/runlength_analysis_cpp

Building runlength frequency matrices for sequence data

Primary LanguageC++

runlength_analysis_cpp

This library was built to replace rlorigro/runlength_analysis. Given raw sequences, or an assembly, this library will generate a confusion matrix of homopolymer length predictions. Some evaluation tools are included to aid in the development of runlength related methods.

Installation

Download repo and run library installation script:

git clone https://github.com/rlorigro/runlength_analysis_cpp.git
cd runlength_analysis_cpp/
sudo sh install_prerequisites_ubuntu_18.sh 

If minimap2 not installed and added to path:

cd your/preferred/installation/directory
sudo sh path/to/runlength_analysis_cpp/install_minimap2.sh

If cmake is not installed:

wget https://github.com/Kitware/CMake/releases/download/v3.14.4/cmake-3.14.4-Linux-x86_64.sh
sudo mkdir /opt/cmake 
sudo sh cmake-3.14.4-Linux-x86_64.sh --prefix=/opt/cmake --skip-license 
sudo ln -s /opt/cmake/bin/cmake /usr/local/bin/cmake
cmake --version

Finally:

mkdir build
cd build
cmake ..
make -j [n_threads]

Usage

Generating a Shasta config file

Acquire a FASTA file containing read sequences.

Run measure_runlength_distribution_from_fasta using the executable in your build directory:

/home/ubuntu/software/runlength_analysis_cpp/build/measure_runlength_distribution_from_fasta \
--minimap_preset map-ont \
--max_threads 92 \
--minimum_match_length 11 \
--output_dir /home/ubuntu/data/human/hg005/reads/rle_run1/ \
--ref /home/ubuntu/data/human/reference/hg005/HG005.paternal.f1_assembly_v2_genbank.fasta \
--sequences /home/ubuntu/data/human/hg005/reads/05_25_21_R941_GM24631_9X_2_Guppy_5.0.7_prom_sup.fasta

To avoid regions of the alignment that contain misalignments as a result of short repeats (dinucleotide or others), it is highly recommended that the minimum_match_length parameter is used.
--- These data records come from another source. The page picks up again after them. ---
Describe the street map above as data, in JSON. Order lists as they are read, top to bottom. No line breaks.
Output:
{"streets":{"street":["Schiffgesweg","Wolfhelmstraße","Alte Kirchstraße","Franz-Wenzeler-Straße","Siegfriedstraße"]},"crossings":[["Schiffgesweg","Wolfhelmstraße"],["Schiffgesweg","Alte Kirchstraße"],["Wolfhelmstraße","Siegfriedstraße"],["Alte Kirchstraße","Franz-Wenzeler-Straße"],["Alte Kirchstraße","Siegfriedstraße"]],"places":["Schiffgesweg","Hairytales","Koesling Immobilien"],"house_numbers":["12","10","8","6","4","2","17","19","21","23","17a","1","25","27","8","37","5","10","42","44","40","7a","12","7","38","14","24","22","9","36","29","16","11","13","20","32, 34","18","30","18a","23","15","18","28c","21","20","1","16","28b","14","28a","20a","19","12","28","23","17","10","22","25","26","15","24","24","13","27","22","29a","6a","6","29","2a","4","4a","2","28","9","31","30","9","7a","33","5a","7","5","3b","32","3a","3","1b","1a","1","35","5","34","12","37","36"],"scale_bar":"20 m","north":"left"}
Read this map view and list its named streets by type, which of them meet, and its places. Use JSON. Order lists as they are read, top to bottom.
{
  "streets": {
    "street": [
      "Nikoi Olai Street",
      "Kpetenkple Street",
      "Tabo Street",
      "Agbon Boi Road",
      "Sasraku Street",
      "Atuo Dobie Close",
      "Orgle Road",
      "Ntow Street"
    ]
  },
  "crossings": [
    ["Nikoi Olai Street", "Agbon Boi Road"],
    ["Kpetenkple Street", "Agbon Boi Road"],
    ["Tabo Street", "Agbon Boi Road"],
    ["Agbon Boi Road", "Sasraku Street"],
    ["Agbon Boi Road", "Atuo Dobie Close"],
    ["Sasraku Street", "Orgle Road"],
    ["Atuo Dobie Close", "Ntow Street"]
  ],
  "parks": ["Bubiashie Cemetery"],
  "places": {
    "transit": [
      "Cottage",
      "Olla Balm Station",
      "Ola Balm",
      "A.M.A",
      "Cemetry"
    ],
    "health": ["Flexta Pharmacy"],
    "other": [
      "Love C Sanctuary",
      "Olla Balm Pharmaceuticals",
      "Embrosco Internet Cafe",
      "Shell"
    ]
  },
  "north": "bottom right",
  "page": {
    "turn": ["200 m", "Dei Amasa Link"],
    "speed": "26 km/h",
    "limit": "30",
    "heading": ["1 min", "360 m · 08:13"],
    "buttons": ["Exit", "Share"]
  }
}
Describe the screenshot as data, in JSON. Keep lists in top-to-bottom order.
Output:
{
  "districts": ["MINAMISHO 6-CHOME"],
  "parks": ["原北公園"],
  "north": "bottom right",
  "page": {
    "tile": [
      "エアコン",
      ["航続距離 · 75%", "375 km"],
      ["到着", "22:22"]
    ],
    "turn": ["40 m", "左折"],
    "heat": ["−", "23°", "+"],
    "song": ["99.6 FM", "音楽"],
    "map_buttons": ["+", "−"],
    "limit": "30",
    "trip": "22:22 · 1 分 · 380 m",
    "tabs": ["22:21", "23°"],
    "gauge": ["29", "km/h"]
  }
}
See below in the "x_repeat" channel for an example of misalignments in RLE-space:

image

For ONT data, be sure to use the map-ont preset, or for assemblies the asm20 preset, etc.

Once this finishes running, a CSV will be generated containing confusion matrices for each nucleotide's runlength from 1-50bp. This is used to generate a table of normalized likelihoods (shasta's Bayesian ConsensusCaller config file). For example:

../scripts/convert_frequency_matrix_to_shasta_config.py \
--prior human \
--name HG005_wg_guppy_5.0.7_with_10_pseudocount_4-6-2022 \
--input /home/ryan/data/human/hg005/rle/guppy5/run2/length_frequency_matrix_nondirectional.csv \
--output /home/ryan/data/human/hg005/rle/guppy5/run2/shasta_bayesian_config_nondirectional_zero-fix/ \
--pseudocount 10

This generates an output directory and in it is a CSV which can be used directly by Shasta.

You can also edit the plot_matrix script to generate comparisons of frequency matrices for debugging/QC purposes: image

Generating a MarginPolish RLE Matrix

To generate a MarginPolish RLE Matrix you need to use the measure_runlength_distribution_from_fasta exectuable and the convert_frequency_matrix_to_marginpolish.py script from this repository, and a reference and .fasta (not .fastq) file with your reads.

From the build/ directory:

./measure_runlength_distribution_from_fasta --ref reference.fasta --sequences reads.fasta
python ../scripts/convert_frequency_matrix_to_marginpolish.py -i output/length_frequency_matrix_directional.csv -o output/marginPolish

This will create a file in output/marginPolish. The contents of this file can be placed into the "repeatCountSubstitutionMatrix" node of the polish parameters.